Была больница, говорила уж. Фельдшером, помню, работал такой Шерстенюк. Было у него две девочки. Жена вскоросте умерла. Его тоже обвинили по пятьдесят восьмой и увезли вместе с другими. Одна из его дочек, Елена Васильевна, работала потом в школе учителем. В больнице работали и Дубенецкий Алексей Григорьевич, и Драгомерецкий, ветврач…
Задремал Коля. Когда проснулся, слышит:
– Вот и дошла до остальных, – говорит Галина Харитоновна. – Помню фамилии некоторых семей, тоже сосланных в Шайтанку: Лукавых, это были наши соседи, Нечаевы, Лопатины, Марьясовы, Потёмкины, Косых, Бродниковы, Липняковы, Волгины, Карпузовичи, Гурулёвы, Карелины, Рачинские, Евко, Коваль, Ксения Коваль сейчас живёт в Полоусно, ей девяносто лет. Много немцев было, среди них Кригеры, Бесенгеры; были татары – Оксановы, Мухоммодеевы, Галиуллины, Халиуллины, Халиковы, Газимовы. Жили в Шайтанке, помню, Трифоновы, Шиловы, Гудковы, Дышконт, Котельва, Вербняк, Барановы, Непомнящих, Борщ, Волошины, Томины, Ольнен, Ранен…
– Ранен?
– Ранен, Ранен, милая моя. Не ранен пулей, а фамилия такая, и Ольнен тоже… В тридцать шестом – тридцать седьмом забрали почти всех мужиков, всё как врагов народа. Прямо с поля уводили, безо всяких объяснений. Такой вой стоял, никого не подпускали, как собачонок гнали их, людей-то. Под конвоем, этапом – и на баржи, там уж по Ислени. Никто не знат куда, разное говорили: то ли далеко на север, то ли затопили с ними потом баржу.
– С людьми?
– С людьми, с людьми, ну не пустую же… Работало в Шайтанке три бригады. Одна на расстоянии десяти километров от деревни, другая через объезд, километров девять-десять, и третья – в четырёх километрах. Организовали колхоз «Новый путь». Раскорчевывали землю вручную, пахали на быках, а боронили на коровах. Раздали жителям Шайтанки скот – по одной тёлочке на три семьи. А через два года они должны были уже сдавать государству налог: по пятьдесят восемь килограммов мяса, по двенадцать килограммов топлёного молока да по нескольку десятков яиц.
– А это как?
– А вот как хошь… Под клуб был отведён барак отдельный. Со сценой, с кулисами, зрительным залом со скамейками. Завклубом была, помню, Варя Ленивцева. Кино привозили до войны, «Дубровского». Концерты давали. Как-то уже в начале войны решили организовать концерт. Вера Волгина, Нюра Дышлюк, Катя Евко да я. Повесили объявление на контору, пошли просить у председателя керосина с пол-литры. Сцену освещали две лампы. Вера была суфлёром, Катя играла даму, я – приезжего. Пели со сцены и частушки.
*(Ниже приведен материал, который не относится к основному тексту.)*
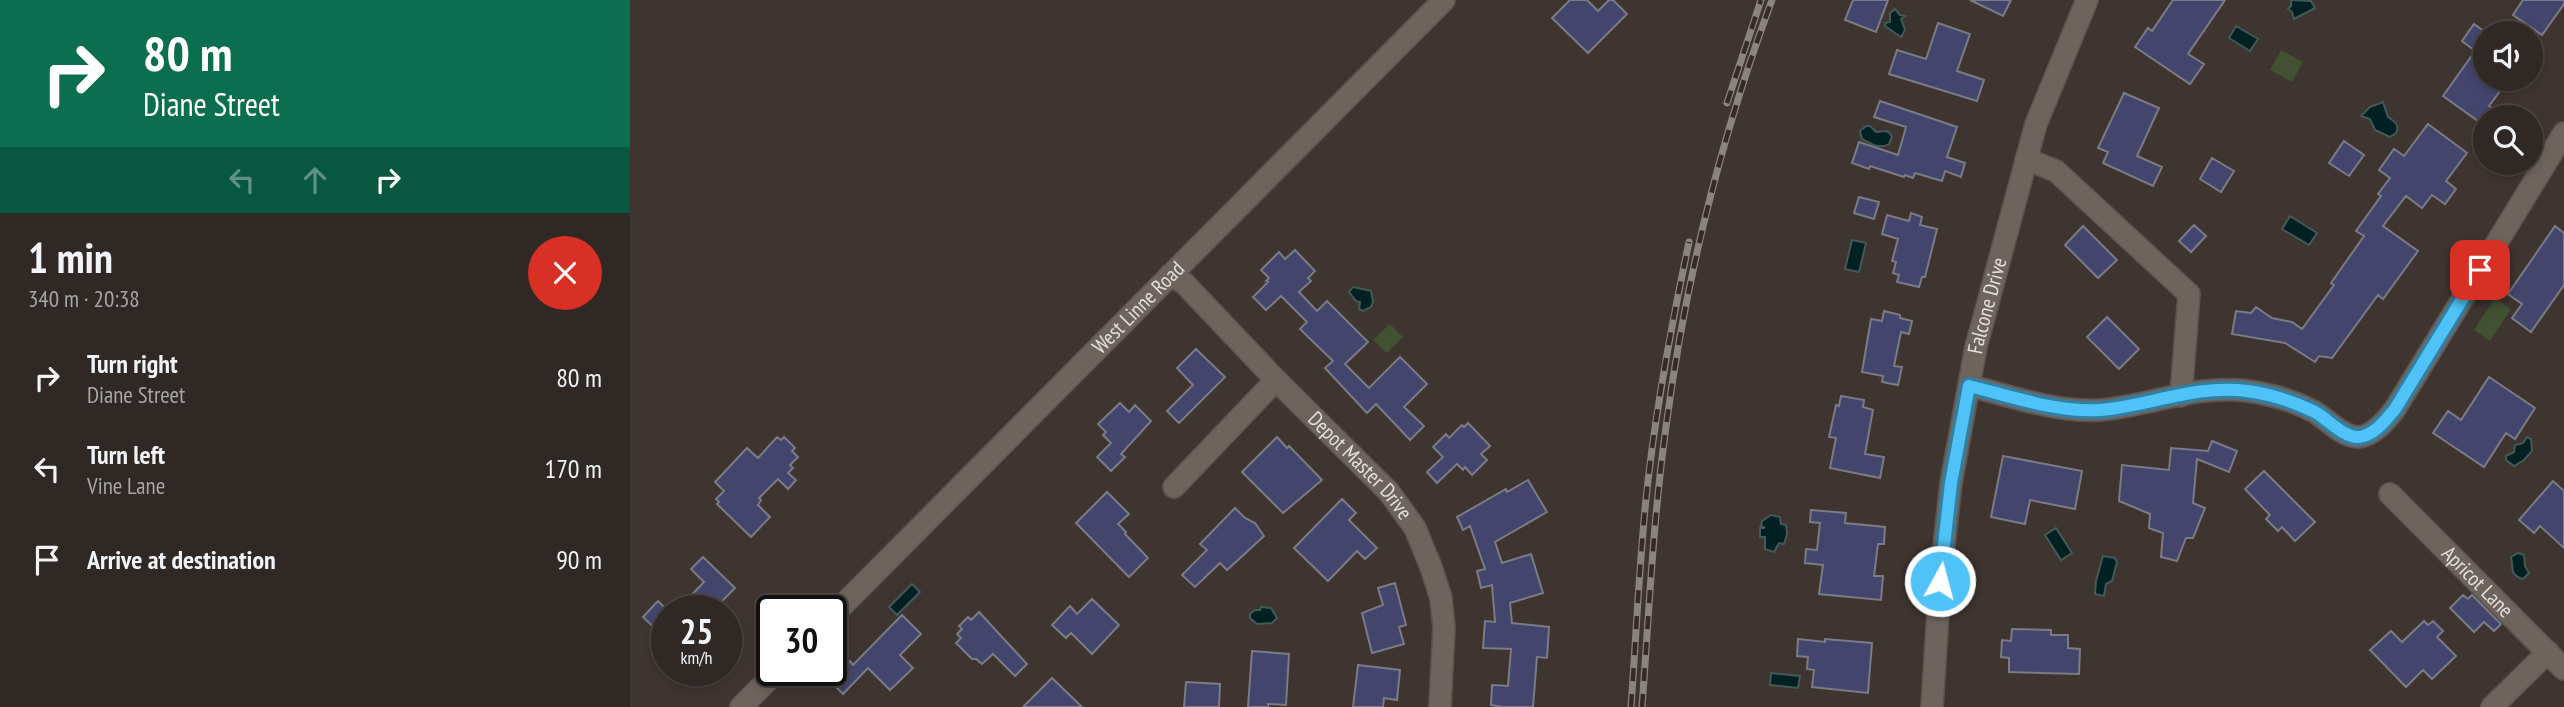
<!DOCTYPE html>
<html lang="en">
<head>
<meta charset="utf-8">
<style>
  :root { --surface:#2f2824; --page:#37302c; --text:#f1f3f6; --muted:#a7a6a6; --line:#4a4441 }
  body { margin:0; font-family:"PT Sans Narrow",sans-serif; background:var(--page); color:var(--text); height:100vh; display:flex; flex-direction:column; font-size:26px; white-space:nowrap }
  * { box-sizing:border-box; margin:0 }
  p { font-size:23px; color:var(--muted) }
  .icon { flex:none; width:38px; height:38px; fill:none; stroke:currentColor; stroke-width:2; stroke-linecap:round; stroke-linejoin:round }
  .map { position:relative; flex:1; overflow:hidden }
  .details { display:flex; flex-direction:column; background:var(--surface); width:630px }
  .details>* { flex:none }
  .top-card { background:#0b6e4f; color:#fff; overflow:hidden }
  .fabs { position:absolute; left:1843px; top:21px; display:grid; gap:14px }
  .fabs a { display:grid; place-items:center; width:70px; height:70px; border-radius:50%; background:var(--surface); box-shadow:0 4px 10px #0003,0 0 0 2px var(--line); font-size:35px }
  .speed { position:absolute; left:21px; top:595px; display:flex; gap:14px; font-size:35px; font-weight:700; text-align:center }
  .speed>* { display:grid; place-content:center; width:91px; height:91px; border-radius:50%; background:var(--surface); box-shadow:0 4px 10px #0003,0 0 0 2px var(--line); line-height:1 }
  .speed small { font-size:18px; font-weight:400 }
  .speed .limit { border:4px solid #111; border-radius:10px; background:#fff; color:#111 }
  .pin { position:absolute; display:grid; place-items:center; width:60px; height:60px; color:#fff; margin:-30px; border-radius:14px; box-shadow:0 4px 10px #0006 }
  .me { position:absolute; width:77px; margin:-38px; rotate:7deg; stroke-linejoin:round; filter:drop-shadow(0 0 5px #0008) }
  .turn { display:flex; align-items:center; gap:24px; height:147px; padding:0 28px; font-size:32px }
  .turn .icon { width:91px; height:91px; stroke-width:2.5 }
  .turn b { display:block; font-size:49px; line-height:60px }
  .lanes { display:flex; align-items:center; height:66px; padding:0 28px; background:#0003; justify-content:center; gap:35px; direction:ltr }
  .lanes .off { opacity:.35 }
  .round { display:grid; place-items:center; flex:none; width:74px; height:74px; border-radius:37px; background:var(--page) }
  .summary { display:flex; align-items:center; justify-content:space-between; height:119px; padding:0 28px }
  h1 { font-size:42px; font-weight:700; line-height:52px }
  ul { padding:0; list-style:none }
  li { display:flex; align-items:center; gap:21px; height:91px; padding:0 28px }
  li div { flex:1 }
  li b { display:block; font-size:26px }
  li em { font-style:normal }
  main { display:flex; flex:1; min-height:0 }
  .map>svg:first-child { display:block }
  .green { fill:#425132 }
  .water { fill:#002021; stroke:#445959; stroke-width:2 }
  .building { fill:#44456d; stroke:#7a7b85; stroke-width:2 }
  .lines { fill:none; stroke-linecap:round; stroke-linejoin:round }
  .minor-casing { stroke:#5b534f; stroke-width:24 }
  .minor { stroke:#6e645e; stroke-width:21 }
  .rail-casing { stroke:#8b837f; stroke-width:7 }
  .rail { stroke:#352b26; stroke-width:4.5; stroke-dasharray:13; stroke-linecap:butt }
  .route-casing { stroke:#337fa1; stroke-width:18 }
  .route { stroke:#4fc3f7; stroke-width:12 }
  .labels { text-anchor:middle; stroke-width:7; stroke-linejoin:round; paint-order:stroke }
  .street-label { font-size:21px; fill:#e4dedb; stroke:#352b26 }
</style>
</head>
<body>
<main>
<section class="details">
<div class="top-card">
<div class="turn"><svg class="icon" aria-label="right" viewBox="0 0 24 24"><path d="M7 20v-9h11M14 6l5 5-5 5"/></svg><div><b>80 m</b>Diane Street</div></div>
<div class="lanes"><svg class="icon off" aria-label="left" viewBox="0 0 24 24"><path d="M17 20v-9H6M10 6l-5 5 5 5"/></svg><svg class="icon off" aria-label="ahead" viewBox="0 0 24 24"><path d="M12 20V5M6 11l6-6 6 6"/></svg><svg class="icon" aria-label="right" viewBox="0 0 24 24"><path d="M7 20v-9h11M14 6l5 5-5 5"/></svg></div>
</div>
<div class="summary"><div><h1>1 min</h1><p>340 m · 20:38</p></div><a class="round" style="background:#d93025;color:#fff"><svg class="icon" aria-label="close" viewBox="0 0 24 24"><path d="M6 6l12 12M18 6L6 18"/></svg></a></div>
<ul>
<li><svg class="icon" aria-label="right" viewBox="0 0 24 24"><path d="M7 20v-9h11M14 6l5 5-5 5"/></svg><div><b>Turn right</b><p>Diane Street</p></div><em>80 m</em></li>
<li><svg class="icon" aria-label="left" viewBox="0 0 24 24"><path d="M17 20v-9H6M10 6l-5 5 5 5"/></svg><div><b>Turn left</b><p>Vine Lane</p></div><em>170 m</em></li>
<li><svg class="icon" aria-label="arrive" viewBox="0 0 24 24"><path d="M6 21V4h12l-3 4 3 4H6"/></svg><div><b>Arrive at destination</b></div><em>90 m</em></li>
</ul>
</section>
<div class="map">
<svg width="1934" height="707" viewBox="0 0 1934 707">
  <rect width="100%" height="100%" fill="#3f3530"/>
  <path class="green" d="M1651 50 1673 62 1662 82 1640 70Z
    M1865 298 1881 309 1860 341 1844 330Z
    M760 324 773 337 757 353 743 340Z"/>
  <path class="water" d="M1661 0 1681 1 1685 8 1664 19 1662 12 1658 9 1661 6Z
    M1265 9 1270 15 1275 16 1271 19 1275 30 1271 37 1255 26V23L1260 22V13Z
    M1606 26 1628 39 1620 51 1599 38Z
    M1753 102 1758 117C1764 121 1770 125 1766 133L1760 137 1745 130 1740 119 1731 116 1740 107Z
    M1236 126H1240L1246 132 1256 131 1260 133 1262 137 1259 144C1249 150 1240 143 1232 139L1230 131Z
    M1660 216 1687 233 1679 245 1652 229Z
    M1222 240 1236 243 1229 272 1215 269Z
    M723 287 741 291 743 302 741 307 733 311 729 309 730 302 726 301 719 292Z
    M1897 437 1901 439 1902 451 1894 460 1884 466 1876 460V456L1884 452 1885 445 1893 443Z
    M1141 515 1150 517 1151 524 1156 525 1157 534 1154 544 1149 543 1144 552 1135 549V537H1130V528H1135L1131 526 1132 521Z
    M1426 528 1442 553 1431 560 1415 535Z
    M1888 553 1894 555 1895 566 1899 573 1893 579C1878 574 1884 567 1881 557Z
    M1473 556 1485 558 1487 562 1482 581 1476 584 1474 596 1465 594 1466 581Z
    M282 584 290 592 267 615 259 607Z
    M631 607 641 608 647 618 642 623 627 624 620 618V614L625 610H630Z
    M1141 673 1170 676 1168 688 1140 685Z"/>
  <path class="building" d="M940 0H957L968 11 979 0H983L997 14 958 53 922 18Z
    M1223 0H1258L1246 32 1215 20Z
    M1340 0H1381L1373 16Z
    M1543 0H1595L1558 54 1574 64 1560 84 1505 47 1518 28 1522 31Z
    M1893 0H1934V4L1912 35 1883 15Z
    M1308 23 1340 34 1327 71 1354 80 1347 101 1259 74 1267 50 1296 59Z
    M1844 24 1855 32V79H1879L1859 106 1874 117H1855V126L1813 96 1845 51 1832 41Z
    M1494 93 1529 108 1507 156 1532 167 1523 186 1473 163 1478 152 1468 148Z
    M1250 101 1327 127 1317 157 1335 163 1331 177 1315 171 1312 181 1285 173 1283 178 1275 175 1274 177 1240 166 1239 169 1222 163 1229 142 1268 155 1276 127 1244 117Z
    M1798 124 1837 153 1816 181 1826 189 1815 204 1802 195 1792 208 1776 196 1753 226 1788 251 1753 299 1748 295 1702 358 1689 356 1685 362 1655 343 1602 334 1606 311 1621 313 1626 307 1642 318 1662 322 1672 329 1704 285 1701 283 1734 236 1726 231 1751 196 1748 194 1760 178 1749 170 1764 149 1774 156Z
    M1714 141 1734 155 1719 176 1699 163Z
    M1582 158 1604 171 1591 192 1570 179Z
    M1229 197 1249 202 1244 219 1224 213Z
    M1281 213 1292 217 1290 225 1307 229 1295 277H1292L1289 287 1267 282 1269 275 1263 273 1266 262 1262 261 1268 239 1252 234 1257 215 1279 221Z
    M1564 225 1576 236 1561 252 1549 241Z
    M1453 226 1487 260 1468 278 1435 245Z
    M1925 226 1934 233V285L1901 332 1882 318 1892 304 1878 294Z
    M665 250 685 271 678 278 681 281 669 292 687 311 697 301 738 342 715 364 739 388 770 357 797 384 774 407 794 426 780 440 746 404 737 413 695 368 703 361 670 329 677 322 651 296 636 310 623 297 638 282 636 281 639 278 631 270 649 252 655 259Z
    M1254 311 1270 315V318L1282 321 1279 334 1271 332 1264 366 1272 367 1268 385 1252 382 1253 376 1232 372 1241 319 1252 321Z
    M1477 317 1509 349 1489 369 1457 337Z
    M566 349 595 377 549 423 537 411 563 385 547 368Z
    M1859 377 1905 408 1885 439 1876 433 1854 467 1803 433 1818 411 1831 420Z
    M1211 396 1234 400 1233 407 1243 410 1235 454 1254 457 1250 478 1200 468 1206 438 1199 437 1206 405 1209 406Z
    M490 403 499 412 505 405 521 421 491 454 495 457 481 471 467 457 481 443 473 435 476 432 468 424Z
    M838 423 860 446 851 454 857 460 842 475 835 467 833 470 827 464 807 483 797 472 813 457 803 447 816 434 819 438 832 425 834 427Z
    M147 437 151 440 154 437 165 448 162 451 168 457 160 465 163 468 158 473 166 480 158 489 148 479 129 498 131 500 128 505 140 517 121 537 87 504 89 502 86 499 94 491 85 482 117 448 128 458Z
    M647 437 657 448 659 446 692 480 653 513 612 472Z
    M1582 441 1607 451 1599 472 1567 459 1563 503 1575 508 1563 538H1556L1547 561 1531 557 1533 533 1519 528 1520 514 1489 501 1492 465 1539 470 1541 448 1578 451Z
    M1373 456 1452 471 1445 509 1400 500 1395 524 1361 517Z
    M1634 471 1685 522 1665 541 1652 527 1648 531 1636 519 1640 515 1615 489Z
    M898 480 917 512 865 542 872 563 901 554 913 593 880 603 882 623 919 627 917 658 907 657 903 707H873L861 705 862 685 878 686 881 649 853 648 855 621 865 622 862 585 851 588 847 571 855 569 840 526 833 530 827 517 876 489 877 492Z
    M1923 481 1934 491V548L1910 526 1904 533 1889 520Z
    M477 492 499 514 488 524 496 532 495 534 518 558 499 577 446 523Z
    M712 499 726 513 719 520 747 548 735 559 727 551 698 581 664 548Z
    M605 508 615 518 625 523 634 536 597 570 590 563 565 587 552 575 577 550 570 544Z
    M1181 510 1216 513 1215 523 1255 527 1254 544H1248L1244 576H1253L1251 600 1189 594 1193 565 1175 563 1176 549 1187 550 1190 523 1180 522Z
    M73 557 105 588 90 603 98 611H46L74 582 61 569Z
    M765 583 776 625 769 627 774 644 742 653 732 613 753 605 748 588Z
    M1833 595 1838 599 1842 595 1871 624 1864 631 1854 622 1844 632 1820 608Z
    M462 599 489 625 462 654 441 633 436 638 422 625 440 606 447 614Z
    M28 601 37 610V640L13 617Z
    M349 612 397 664 385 676 363 654 352 664 346 659H342L326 643 331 638 327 634 332 629 329 626 338 617 341 620Z
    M272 615 291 634 270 655 283 668 260 690 238 668 213 694 200 681 220 661 223 665Z
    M1794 621 1798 625 1803 621 1813 631 1807 637 1826 656 1802 679 1793 670 1776 687 1740 650 1761 631 1772 642Z
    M1382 629 1421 630V635H1438V648L1450 649 1449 674 1379 672V658L1371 657 1372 640 1381 641Z
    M1168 639 1195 642V639L1242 643 1238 693 1182 687 1184 670 1177 669 1178 657 1167 656Z
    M622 651 659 654 656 705 638 704V707H618Z
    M728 665 770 670 767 700 754 698 753 707H723Z
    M422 678 452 707H393Z
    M556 682 590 684 589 707H554Z"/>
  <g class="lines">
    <defs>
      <g id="minor">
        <path d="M1396 159 1426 171 1559 294 1551 396"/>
        <path id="s1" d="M540 275 554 283 646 380 759 492 785 528 801 567 811 598 814 628 810 707"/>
        <path d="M1340 386C1381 396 1427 413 1470 410 1519 406 1567 384 1617 391 1640 394 1662 400 1683 411 1696 418 1712 437 1728 437 1744 436 1756 420 1765 409L1934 133"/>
        <path d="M544 487 646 380"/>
        <path id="s2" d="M1760 494 1934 669"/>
        <path id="s3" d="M201 617 814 0"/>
        <path d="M111 707 148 670"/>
        <path id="s4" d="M1302 707 1310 581 1321 483 1346 347 1406 124 1457 0"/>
        <path d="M1862 707 1918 652"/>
      </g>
    </defs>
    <use href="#minor" class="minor-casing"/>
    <use href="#minor" class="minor"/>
    <defs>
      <path id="rail" d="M1097 103 1131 0
        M1001 707C1006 638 1009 568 1016 499 1025 412 1041 327 1059 242
        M1012 707C1019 613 1023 520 1036 427 1055 282 1091 137 1142 0"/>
    </defs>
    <use href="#rail" class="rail-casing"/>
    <use href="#rail" class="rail"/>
  </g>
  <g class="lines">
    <defs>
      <path id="route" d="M1310 581 1321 483 1339 386C1381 396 1427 413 1470 410 1518 406 1567 384 1617 391 1640 394 1662 401 1683 411 1696 417 1712 437 1728 437 1744 436 1756 420 1765 409L1850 270"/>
    </defs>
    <use href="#route" class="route-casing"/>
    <use href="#route" class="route"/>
  </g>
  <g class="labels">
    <g class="street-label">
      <text dy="7" stroke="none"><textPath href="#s4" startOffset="406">Falcone Drive</textPath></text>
      <text dy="7" stroke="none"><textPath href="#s3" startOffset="436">West Linne Road</textPath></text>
      <text dy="7" stroke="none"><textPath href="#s1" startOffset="270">Depot Master Drive</textPath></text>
      <text dy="7" stroke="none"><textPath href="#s2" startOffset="124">Apricot Lane</textPath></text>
    </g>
  </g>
</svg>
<div class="fabs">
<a><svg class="icon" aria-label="sound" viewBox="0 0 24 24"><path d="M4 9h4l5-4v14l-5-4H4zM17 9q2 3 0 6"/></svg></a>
<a><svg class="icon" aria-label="search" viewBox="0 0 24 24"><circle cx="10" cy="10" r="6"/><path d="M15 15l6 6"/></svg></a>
</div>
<div class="speed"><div>25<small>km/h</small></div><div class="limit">30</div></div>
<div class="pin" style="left:1850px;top:270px;background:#d93025"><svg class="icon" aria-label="arrive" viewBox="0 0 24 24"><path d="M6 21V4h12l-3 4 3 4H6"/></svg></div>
<svg class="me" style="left:1310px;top:581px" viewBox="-20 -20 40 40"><circle r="17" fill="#4fc3f7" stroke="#fff" stroke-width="3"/><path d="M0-11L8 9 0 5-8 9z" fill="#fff"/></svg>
</div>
</main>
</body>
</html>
– А сколько лет тогда вам было?
– Десять-одиннадцать… такая. В первый год войны оставшихся врагов народа старались держать подальше от фронта, только потом стали и они получать повестки. Обратно уже шли похоронки. Много похоронок. Там бабы плачут, там ревут. Тятеньку нашего забрали в трудовую армию, увезли на Урал. На лесозаготовки. Вернулся он оттуда уже инвалидом, больным и обессиленным. Чтобы поставить его на ноги, ходили мы с сестрой в поле в надежде, что под снегом, в тех местах, где был заскирдован хлеб, можно будет собрать оставшиеся с осени колоски. Скребли граблями мёрзлую землю, а потом выбирали среди комьев земли и соломы зёрна. Полведёрка муки получалось. Каши и кисели готовили из этого. А как тятенька поправился, пошел работать на колхозную пасеку. В сорок шестом году перебрались сюда, в Ялань, но и потом ещё долгое время скрывали, что мы из сосланных, чтобы не слышать у себя за спиной обидное слово кулацкие. Ну а какие были кулаки мы?.. Тут я и познакомилась с моим будушшим мужем, Безызвест ных Сергеем Алексеевичем, он – яланский. Хороший был человек. Пожил вот только мало… Работал он тогда в матээсе, механизатором. Получили благословление родителей и тёлочку в придачу, зажили мы своей семьей. Я пошла тоже в матээс, на хозяйственные работы, руки-то у меня были работяшшие, жизнь на Шайтанке всему научила. А потом стала принимать молоко на сепараторной станции от соседних колхозов и населения…
Коля уснул.
Проснулся Коля. В доме тихо. В солнечном свете пыль, и та как будто сон его боялась потревожить – висит бездвижно. Солнце светило в левое окно, когда ложился, теперь его он видит в правом. Оно его и разбудило – защекотав своим лучом.
Проспал центральное… Как в детстве.
Пробыв в лесу, прожив в балке почти четыре месяца, режим нарушил. Днём может спать, а ночью – ни в одном глазу.
Надо налаживать, а то… как-то не это… Ночь-то для сна, не для блужданий.
Встал Коля. Выключил телевизор. Вышел в прихожую.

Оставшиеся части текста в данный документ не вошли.